Chapter 4 Short-term and Working Memory

Imagine trying to work at a cluttered desk. You can probably handle a few papers, maybe your glasses and a pen, but add too many items and suddenly you can’t find anything or get any work done. Your working memory operates much the same way: it’s your mind’s workspace, a limited capacity system for temporarily holding and manipulating information.

Have you ever tried to do mental math while someone is talking to you? Or attempted to remember a phone number while walking through a noisy room? That feeling of mental overload happens because working memory can only juggle a few pieces of information at once. Unlike a computer’s memory that simply stores data, your working memory actively processes and manipulates whatever you’re currently thinking about: comparing, combining, and transforming information in real time.

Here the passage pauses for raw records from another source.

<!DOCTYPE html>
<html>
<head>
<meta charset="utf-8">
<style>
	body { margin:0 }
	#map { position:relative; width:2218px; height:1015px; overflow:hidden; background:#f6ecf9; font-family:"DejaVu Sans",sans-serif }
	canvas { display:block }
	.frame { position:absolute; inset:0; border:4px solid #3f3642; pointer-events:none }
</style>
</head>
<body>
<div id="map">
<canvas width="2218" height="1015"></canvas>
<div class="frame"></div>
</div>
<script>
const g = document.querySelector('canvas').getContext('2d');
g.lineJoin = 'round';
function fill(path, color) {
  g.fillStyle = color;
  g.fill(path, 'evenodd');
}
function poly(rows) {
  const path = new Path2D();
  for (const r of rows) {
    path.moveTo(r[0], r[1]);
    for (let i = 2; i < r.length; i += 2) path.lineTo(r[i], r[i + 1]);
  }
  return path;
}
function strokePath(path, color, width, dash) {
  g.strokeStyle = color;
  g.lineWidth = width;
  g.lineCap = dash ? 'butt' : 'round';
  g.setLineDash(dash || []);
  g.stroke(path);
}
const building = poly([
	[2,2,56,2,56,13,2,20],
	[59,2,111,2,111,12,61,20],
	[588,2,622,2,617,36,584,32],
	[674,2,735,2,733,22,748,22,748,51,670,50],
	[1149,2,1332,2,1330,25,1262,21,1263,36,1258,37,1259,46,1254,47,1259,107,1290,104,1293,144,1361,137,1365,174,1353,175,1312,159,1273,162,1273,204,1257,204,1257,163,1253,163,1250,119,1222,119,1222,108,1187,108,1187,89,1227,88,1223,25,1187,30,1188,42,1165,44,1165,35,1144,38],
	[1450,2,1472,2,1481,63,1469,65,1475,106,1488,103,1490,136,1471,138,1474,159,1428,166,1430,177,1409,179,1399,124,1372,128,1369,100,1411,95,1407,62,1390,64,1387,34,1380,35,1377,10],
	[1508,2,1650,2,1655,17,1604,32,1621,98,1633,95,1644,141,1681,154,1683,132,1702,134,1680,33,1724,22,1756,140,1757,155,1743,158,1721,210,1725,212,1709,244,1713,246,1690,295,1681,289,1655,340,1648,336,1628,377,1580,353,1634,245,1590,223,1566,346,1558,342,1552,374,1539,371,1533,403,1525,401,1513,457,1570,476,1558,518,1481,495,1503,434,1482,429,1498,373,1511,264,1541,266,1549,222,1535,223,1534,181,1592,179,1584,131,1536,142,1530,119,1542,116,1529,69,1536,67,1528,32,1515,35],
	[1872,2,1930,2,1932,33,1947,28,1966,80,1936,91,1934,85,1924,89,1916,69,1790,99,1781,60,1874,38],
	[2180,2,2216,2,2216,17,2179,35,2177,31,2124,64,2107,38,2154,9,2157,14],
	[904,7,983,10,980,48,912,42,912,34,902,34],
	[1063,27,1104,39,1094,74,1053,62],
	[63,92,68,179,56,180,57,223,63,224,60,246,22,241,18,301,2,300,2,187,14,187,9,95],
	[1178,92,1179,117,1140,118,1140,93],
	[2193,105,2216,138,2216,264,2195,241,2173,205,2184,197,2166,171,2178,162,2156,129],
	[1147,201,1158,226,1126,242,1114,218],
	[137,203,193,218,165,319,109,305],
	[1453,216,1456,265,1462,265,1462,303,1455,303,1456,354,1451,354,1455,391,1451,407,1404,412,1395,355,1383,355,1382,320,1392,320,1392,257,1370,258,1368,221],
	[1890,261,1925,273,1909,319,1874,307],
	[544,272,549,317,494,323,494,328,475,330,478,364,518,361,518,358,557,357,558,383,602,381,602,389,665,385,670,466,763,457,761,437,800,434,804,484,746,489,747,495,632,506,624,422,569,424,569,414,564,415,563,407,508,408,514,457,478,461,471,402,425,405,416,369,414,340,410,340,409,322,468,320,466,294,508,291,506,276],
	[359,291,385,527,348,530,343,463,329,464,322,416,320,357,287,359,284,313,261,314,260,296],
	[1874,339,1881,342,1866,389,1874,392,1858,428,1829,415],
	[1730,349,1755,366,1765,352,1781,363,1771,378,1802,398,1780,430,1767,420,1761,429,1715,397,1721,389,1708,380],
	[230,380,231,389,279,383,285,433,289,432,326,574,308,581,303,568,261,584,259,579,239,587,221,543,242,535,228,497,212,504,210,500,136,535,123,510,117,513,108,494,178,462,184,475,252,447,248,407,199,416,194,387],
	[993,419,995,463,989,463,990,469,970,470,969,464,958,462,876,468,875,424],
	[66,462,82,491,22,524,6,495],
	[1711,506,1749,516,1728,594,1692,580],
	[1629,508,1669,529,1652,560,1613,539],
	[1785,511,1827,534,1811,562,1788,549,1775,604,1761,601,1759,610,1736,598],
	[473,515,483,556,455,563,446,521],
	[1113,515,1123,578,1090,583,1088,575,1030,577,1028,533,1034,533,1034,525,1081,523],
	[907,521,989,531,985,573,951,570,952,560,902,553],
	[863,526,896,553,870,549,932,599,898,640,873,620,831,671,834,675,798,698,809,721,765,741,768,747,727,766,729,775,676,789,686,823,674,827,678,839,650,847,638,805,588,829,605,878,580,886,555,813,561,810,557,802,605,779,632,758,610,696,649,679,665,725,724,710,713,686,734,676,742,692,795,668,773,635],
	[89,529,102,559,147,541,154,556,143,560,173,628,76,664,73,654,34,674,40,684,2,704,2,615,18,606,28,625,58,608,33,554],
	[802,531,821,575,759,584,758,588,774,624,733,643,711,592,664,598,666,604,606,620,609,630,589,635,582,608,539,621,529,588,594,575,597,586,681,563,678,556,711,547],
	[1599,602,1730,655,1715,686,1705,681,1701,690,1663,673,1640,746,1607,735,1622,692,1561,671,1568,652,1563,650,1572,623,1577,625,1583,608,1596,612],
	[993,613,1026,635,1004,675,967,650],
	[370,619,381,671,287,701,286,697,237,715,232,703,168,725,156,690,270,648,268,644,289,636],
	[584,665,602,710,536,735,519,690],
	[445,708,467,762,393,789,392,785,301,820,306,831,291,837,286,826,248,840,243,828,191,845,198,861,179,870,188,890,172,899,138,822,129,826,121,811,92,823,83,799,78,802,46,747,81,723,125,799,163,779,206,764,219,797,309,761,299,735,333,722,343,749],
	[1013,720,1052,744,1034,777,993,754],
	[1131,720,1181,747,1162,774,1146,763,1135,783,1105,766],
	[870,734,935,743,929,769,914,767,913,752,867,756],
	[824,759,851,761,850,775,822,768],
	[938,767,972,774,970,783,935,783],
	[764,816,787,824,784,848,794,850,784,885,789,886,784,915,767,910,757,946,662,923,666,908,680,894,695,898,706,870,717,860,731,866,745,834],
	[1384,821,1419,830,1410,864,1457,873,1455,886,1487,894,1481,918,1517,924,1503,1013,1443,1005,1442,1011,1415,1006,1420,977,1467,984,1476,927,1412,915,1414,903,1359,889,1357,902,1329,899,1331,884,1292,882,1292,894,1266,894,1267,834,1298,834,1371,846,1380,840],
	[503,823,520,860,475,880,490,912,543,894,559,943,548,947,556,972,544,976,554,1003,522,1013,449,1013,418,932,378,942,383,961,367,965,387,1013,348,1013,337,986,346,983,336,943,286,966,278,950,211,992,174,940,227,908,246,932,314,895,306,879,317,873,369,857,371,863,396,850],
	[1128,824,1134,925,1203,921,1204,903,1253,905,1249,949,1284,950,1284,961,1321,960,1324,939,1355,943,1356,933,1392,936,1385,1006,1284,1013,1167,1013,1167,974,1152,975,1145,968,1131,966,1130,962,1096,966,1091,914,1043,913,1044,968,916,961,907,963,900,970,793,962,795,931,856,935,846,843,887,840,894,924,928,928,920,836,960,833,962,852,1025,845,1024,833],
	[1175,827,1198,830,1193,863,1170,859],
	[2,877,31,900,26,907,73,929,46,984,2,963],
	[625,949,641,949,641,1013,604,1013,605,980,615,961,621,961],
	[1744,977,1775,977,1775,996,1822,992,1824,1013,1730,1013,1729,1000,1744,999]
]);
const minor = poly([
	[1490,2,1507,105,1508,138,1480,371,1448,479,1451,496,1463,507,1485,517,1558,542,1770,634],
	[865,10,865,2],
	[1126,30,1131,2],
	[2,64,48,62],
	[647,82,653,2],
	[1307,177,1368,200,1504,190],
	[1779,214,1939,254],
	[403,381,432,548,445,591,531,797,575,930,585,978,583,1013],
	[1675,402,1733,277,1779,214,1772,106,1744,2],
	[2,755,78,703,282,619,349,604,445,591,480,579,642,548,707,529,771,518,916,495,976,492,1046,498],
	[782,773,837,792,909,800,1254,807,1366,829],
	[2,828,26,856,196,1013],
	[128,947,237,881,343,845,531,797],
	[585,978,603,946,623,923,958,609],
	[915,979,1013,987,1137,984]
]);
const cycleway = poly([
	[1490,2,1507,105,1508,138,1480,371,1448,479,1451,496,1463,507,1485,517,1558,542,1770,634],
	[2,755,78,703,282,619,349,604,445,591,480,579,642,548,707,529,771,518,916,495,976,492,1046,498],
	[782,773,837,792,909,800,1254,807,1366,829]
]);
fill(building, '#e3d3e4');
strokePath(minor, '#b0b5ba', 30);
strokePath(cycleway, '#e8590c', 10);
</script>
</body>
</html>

Scientists originally called this system “short-term memory,” but they later adopted the term “working memory” to emphasize that it does much more than just briefly store information. It’s where your conscious thinking happens, making it one of the most important cognitive systems you possess.

LEARNING OBJECTIVES

Distinguish between the concepts of short-term memory and working memory.
Explain the roles of knowledge and distinctiveness in working memory capacity.
Explain the evidence for the separate components of working memory.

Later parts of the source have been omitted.